## WHAT THE TASK REQUIRES
Note each line in the data holding the string "Input" and report it.

## EXERCISE DATA
....

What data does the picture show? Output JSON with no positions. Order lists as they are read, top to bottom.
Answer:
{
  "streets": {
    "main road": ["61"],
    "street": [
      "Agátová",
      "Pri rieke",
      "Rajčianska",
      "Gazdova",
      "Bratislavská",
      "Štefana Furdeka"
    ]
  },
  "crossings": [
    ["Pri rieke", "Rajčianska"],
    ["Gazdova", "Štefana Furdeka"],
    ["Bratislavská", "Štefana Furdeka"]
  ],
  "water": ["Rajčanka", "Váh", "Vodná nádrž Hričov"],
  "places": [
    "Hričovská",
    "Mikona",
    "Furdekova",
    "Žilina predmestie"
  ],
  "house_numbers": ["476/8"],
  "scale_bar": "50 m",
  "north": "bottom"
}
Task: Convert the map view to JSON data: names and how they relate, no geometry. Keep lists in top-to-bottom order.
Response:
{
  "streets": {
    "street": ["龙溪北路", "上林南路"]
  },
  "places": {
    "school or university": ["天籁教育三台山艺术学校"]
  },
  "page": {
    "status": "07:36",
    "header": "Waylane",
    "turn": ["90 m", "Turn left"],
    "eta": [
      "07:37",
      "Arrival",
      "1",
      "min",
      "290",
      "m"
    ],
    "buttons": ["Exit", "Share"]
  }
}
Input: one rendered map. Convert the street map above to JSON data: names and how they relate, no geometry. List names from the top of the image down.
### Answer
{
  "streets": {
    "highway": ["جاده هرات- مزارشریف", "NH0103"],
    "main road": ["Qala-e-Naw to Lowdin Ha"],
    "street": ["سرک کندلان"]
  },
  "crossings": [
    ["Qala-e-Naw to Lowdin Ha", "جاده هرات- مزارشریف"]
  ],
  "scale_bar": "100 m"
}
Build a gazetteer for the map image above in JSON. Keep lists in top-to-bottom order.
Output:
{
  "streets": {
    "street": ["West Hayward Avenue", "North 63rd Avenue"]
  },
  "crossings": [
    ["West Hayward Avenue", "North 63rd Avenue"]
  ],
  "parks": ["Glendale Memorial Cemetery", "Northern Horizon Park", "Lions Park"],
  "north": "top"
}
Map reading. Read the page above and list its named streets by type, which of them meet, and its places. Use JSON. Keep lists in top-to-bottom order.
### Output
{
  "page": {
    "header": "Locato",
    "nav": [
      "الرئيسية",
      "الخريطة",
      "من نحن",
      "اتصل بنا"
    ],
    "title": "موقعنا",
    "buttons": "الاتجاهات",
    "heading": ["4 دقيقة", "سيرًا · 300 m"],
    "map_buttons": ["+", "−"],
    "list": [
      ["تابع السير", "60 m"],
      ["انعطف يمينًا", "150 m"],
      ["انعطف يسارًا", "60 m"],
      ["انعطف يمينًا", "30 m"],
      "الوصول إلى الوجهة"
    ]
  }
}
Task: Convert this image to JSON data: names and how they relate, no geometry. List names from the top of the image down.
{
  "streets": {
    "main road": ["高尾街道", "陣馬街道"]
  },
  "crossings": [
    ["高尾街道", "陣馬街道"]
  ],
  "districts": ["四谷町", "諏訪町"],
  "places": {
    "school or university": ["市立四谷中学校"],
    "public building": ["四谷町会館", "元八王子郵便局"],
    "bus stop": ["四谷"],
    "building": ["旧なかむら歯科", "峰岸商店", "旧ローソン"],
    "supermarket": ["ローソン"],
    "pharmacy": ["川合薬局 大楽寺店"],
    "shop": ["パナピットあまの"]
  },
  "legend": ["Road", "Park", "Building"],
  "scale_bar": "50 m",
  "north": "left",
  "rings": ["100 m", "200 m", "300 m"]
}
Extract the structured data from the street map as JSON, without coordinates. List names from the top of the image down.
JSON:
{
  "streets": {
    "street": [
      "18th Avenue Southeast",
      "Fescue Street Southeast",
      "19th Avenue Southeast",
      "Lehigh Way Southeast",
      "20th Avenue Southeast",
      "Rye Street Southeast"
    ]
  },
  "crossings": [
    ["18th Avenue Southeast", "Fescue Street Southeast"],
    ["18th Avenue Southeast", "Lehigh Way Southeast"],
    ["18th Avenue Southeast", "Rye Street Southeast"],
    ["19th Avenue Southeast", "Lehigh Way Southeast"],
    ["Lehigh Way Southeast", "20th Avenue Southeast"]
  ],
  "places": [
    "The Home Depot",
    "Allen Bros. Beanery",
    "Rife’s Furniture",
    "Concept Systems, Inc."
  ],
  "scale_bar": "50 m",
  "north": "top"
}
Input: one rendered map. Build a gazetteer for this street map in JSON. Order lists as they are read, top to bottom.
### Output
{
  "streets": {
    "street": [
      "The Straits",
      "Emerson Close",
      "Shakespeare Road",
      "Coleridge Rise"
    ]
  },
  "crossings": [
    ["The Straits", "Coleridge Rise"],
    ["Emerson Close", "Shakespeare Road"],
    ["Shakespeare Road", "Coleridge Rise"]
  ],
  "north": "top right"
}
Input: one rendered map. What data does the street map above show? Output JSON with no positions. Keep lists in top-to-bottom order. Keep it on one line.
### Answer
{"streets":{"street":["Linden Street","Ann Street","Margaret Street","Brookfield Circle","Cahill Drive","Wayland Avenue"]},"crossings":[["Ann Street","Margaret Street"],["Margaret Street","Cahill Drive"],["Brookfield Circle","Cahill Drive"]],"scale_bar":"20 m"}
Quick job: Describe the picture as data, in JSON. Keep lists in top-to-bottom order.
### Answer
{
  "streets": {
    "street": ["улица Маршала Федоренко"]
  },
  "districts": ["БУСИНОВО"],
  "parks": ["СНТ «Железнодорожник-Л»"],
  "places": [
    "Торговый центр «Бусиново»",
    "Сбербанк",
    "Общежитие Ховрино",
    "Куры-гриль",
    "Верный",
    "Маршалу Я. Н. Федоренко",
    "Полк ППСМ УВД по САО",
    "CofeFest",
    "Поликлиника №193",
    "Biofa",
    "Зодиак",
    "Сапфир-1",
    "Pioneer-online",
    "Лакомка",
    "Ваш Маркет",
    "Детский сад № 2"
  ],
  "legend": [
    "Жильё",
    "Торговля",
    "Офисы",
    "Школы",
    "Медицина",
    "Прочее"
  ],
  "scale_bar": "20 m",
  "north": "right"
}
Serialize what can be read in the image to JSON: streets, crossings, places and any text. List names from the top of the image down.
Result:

....

## RESPONSE TO THE TASK
Input: one rendered map. Convert the street map above to JSON data: names and how they relate, no geometry. List names from the top of the image down.
Input: one rendered map. Build a gazetteer for this street map in JSON. Order lists as they are read, top to bottom.
Input: one rendered map. What data does the street map above show? Output JSON with no positions. Keep lists in top-to-bottom order. Keep it on one line.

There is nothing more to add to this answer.